Conant counselor finishes Ironman, places 204 out of 2500

Thousands watch and cheer as you get out of the water after swimming 2.4 miles, tired and ready to ride a bike for 112. As you take a few breaths you realize you still have to run 26.2 miles. You perform all of this in one day without any breaks.

Red team counselor Adam Leibman completed all of three events in a little over 11 hours, placing 204th out of 2500 in the Ironman Triathlon on September 11, 2016 in Madison, Wisconsin.

Leibman relished every second of the race. “It was a blast…I loved it,” he said.

He explained one of his goals was to have fun and enjoy the experience. His strategy was to avoid trying to keep up with the others and not focus on what place he received. “I wanted to race my own race,” he said.

His family and friends came out to support and cheer him on at various points in the race. He said it was a great atmosphere having so many people all around the city to support him.
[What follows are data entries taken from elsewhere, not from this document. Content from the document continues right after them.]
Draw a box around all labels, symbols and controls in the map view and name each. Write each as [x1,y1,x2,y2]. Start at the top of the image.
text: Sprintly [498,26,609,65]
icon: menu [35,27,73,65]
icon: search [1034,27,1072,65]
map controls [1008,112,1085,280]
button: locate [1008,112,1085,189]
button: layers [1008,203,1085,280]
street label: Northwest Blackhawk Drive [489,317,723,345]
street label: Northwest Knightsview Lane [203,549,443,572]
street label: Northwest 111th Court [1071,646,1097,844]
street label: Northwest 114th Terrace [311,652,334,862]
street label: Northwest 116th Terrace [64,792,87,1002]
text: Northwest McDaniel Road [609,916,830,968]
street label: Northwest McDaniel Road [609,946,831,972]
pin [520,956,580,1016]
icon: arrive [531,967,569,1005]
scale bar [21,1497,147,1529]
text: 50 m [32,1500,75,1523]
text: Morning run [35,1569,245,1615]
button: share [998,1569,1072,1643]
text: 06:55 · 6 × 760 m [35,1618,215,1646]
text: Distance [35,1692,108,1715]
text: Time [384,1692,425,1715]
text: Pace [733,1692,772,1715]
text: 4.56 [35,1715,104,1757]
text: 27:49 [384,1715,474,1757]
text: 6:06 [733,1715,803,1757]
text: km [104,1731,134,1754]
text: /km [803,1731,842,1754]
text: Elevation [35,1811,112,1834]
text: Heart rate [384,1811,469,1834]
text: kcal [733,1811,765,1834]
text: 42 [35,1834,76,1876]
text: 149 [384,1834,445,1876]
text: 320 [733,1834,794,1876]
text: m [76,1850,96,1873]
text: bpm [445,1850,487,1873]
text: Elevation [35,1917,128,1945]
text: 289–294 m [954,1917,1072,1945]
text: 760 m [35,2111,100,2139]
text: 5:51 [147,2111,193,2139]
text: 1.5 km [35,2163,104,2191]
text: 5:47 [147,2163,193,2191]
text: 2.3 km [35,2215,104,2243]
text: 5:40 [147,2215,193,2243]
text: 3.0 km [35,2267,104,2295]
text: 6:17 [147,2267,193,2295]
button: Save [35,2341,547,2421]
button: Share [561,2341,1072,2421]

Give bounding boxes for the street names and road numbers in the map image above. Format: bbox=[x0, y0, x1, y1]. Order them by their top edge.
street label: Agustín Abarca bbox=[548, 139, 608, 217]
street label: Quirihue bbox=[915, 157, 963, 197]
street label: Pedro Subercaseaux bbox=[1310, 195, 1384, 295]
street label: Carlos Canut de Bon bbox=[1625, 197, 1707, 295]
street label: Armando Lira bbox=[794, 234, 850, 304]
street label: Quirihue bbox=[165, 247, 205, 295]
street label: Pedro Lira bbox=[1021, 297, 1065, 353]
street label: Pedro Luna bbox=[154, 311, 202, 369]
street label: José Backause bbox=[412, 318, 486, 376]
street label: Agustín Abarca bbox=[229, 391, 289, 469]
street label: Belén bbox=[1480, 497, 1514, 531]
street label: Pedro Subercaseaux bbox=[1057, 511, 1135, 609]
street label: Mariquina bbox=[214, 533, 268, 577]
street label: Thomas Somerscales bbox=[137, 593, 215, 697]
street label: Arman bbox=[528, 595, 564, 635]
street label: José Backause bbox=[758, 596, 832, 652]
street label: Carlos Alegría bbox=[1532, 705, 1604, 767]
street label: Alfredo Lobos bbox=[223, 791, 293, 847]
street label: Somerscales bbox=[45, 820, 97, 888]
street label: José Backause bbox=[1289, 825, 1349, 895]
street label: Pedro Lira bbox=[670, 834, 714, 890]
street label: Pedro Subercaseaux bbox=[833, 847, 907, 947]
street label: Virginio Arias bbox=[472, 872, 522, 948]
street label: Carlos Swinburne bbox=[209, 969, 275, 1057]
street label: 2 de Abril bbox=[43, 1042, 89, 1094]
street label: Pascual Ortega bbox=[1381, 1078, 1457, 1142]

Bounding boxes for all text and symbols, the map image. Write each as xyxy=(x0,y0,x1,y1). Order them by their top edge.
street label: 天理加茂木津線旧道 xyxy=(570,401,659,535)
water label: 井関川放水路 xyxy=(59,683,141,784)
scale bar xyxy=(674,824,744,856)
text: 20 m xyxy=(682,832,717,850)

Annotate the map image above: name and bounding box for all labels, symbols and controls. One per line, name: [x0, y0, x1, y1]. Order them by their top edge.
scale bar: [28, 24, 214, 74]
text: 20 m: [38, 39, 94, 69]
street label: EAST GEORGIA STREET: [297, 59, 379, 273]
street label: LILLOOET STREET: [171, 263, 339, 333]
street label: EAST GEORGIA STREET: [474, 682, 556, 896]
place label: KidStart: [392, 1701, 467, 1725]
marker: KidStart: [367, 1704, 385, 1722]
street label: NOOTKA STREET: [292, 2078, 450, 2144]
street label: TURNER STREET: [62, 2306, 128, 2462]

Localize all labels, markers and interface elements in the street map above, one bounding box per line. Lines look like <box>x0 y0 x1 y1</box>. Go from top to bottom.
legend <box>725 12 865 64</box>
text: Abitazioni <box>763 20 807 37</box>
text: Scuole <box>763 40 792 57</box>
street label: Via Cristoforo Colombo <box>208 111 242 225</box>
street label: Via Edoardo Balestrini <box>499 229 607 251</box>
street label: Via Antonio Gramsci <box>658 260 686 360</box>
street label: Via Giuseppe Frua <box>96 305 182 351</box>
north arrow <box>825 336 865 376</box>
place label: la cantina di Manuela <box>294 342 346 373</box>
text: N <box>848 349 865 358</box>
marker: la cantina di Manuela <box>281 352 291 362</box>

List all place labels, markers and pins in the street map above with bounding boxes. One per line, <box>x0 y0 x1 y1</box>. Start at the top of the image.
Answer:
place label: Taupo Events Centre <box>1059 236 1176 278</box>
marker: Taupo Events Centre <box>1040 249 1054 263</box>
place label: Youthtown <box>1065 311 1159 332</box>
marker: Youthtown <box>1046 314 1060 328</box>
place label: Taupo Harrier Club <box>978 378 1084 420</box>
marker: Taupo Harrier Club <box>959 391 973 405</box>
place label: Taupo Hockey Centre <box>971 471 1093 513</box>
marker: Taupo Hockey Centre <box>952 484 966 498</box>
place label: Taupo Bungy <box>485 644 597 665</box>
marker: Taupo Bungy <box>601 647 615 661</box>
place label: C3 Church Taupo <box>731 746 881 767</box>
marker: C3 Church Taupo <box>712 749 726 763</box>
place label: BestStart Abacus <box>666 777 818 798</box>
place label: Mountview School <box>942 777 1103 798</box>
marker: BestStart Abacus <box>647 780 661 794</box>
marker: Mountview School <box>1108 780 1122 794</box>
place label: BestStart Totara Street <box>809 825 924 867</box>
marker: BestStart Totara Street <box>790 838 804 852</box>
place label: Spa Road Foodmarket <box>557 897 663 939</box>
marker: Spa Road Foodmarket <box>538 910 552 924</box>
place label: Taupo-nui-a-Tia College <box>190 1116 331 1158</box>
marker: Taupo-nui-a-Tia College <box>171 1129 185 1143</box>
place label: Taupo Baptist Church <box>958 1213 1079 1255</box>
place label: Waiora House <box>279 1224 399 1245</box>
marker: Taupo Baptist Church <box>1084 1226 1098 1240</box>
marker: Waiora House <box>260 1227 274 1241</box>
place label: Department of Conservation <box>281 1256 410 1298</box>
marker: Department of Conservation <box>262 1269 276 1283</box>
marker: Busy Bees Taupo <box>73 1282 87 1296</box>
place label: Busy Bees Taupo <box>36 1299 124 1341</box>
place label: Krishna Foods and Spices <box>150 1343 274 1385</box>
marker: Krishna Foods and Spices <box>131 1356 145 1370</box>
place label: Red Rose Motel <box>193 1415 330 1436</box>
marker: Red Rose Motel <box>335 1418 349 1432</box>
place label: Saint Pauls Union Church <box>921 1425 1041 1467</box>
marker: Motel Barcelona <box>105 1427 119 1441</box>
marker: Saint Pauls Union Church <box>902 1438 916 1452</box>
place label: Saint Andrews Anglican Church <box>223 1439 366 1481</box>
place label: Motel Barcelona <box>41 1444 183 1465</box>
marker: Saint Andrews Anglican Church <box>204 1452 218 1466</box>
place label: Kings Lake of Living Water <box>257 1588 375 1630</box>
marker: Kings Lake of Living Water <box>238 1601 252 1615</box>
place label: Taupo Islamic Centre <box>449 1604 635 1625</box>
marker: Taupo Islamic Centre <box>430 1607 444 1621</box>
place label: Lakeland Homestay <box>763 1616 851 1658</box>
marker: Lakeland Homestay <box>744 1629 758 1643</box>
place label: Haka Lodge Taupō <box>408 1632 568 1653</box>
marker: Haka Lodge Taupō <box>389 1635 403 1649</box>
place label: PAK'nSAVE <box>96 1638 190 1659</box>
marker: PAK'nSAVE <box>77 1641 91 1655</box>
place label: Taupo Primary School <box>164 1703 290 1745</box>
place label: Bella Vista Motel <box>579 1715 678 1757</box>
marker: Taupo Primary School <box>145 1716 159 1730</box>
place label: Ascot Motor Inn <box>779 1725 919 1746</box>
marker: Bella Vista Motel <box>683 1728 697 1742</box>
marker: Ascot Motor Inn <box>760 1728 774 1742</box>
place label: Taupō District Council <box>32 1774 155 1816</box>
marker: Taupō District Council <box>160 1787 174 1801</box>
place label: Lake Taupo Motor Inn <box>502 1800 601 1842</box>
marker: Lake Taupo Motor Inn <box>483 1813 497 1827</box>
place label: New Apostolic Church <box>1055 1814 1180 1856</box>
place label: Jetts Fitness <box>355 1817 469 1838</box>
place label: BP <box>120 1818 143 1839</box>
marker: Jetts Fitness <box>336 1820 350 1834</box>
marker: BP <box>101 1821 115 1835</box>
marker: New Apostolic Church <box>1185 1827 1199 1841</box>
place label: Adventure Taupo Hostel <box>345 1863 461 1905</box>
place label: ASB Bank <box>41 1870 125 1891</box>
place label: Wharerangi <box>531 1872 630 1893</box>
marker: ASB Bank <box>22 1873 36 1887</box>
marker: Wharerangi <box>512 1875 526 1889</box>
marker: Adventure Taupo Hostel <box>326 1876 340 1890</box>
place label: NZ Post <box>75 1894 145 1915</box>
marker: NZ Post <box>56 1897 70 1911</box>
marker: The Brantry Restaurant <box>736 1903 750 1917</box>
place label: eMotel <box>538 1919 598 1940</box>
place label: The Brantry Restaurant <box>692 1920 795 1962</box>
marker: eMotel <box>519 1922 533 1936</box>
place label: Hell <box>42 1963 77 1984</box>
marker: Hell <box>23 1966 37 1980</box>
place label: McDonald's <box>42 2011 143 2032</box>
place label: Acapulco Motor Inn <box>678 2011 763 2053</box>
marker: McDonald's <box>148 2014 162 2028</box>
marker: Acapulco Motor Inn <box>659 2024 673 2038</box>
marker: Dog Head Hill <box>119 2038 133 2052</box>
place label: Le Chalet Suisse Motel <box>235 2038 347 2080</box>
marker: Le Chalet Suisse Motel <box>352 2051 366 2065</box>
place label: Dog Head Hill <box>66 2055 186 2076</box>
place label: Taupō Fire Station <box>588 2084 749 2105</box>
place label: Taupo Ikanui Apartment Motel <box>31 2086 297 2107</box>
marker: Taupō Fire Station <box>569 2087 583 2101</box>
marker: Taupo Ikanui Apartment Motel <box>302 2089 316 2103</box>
Friend and colleague, counselor Matt Wiley, was not able to make it to the race like he had hoped, but said that he had seen pictures of Leibman competing. “He was smiling and giving people high fives as he was running, so you could tell he was having fun,” said Wiley.

No specific part stuck out to him as being the most difficult, but Leibman said that swimming was the most intimidating. “It was total chaos….you’re getting kicked and hit and, at one point, I swallowed a bunch of water…so that, like, freaked me out a little bit,” he remembered. “That was the part of the race I was most uncomfortable with.”

Six months prior to the event, Leibman began training for it. He said he went through an extensive 24-week training program leading up to the race in order to be in his best shape physically for the race. He also said he ran a marathon and a half triathlon last year to have some familiarity with big races.

“The training for it was really hard,” recalled Leibman. “The past six months have been a lot of training and time.” The preparation took time away from his family, but he was still excited to compete.

When exercising nonstop for six months, accidents seem almost prone to happen. Luckily, Leibman said that out of all the things that could have gone wrong, nothing did. “I wouldn’t change a thing,” said Leibman. “The whole day was just perfect.”

Leibman said that while he loved his experience, he doesn’t think he will ever do another Ironman.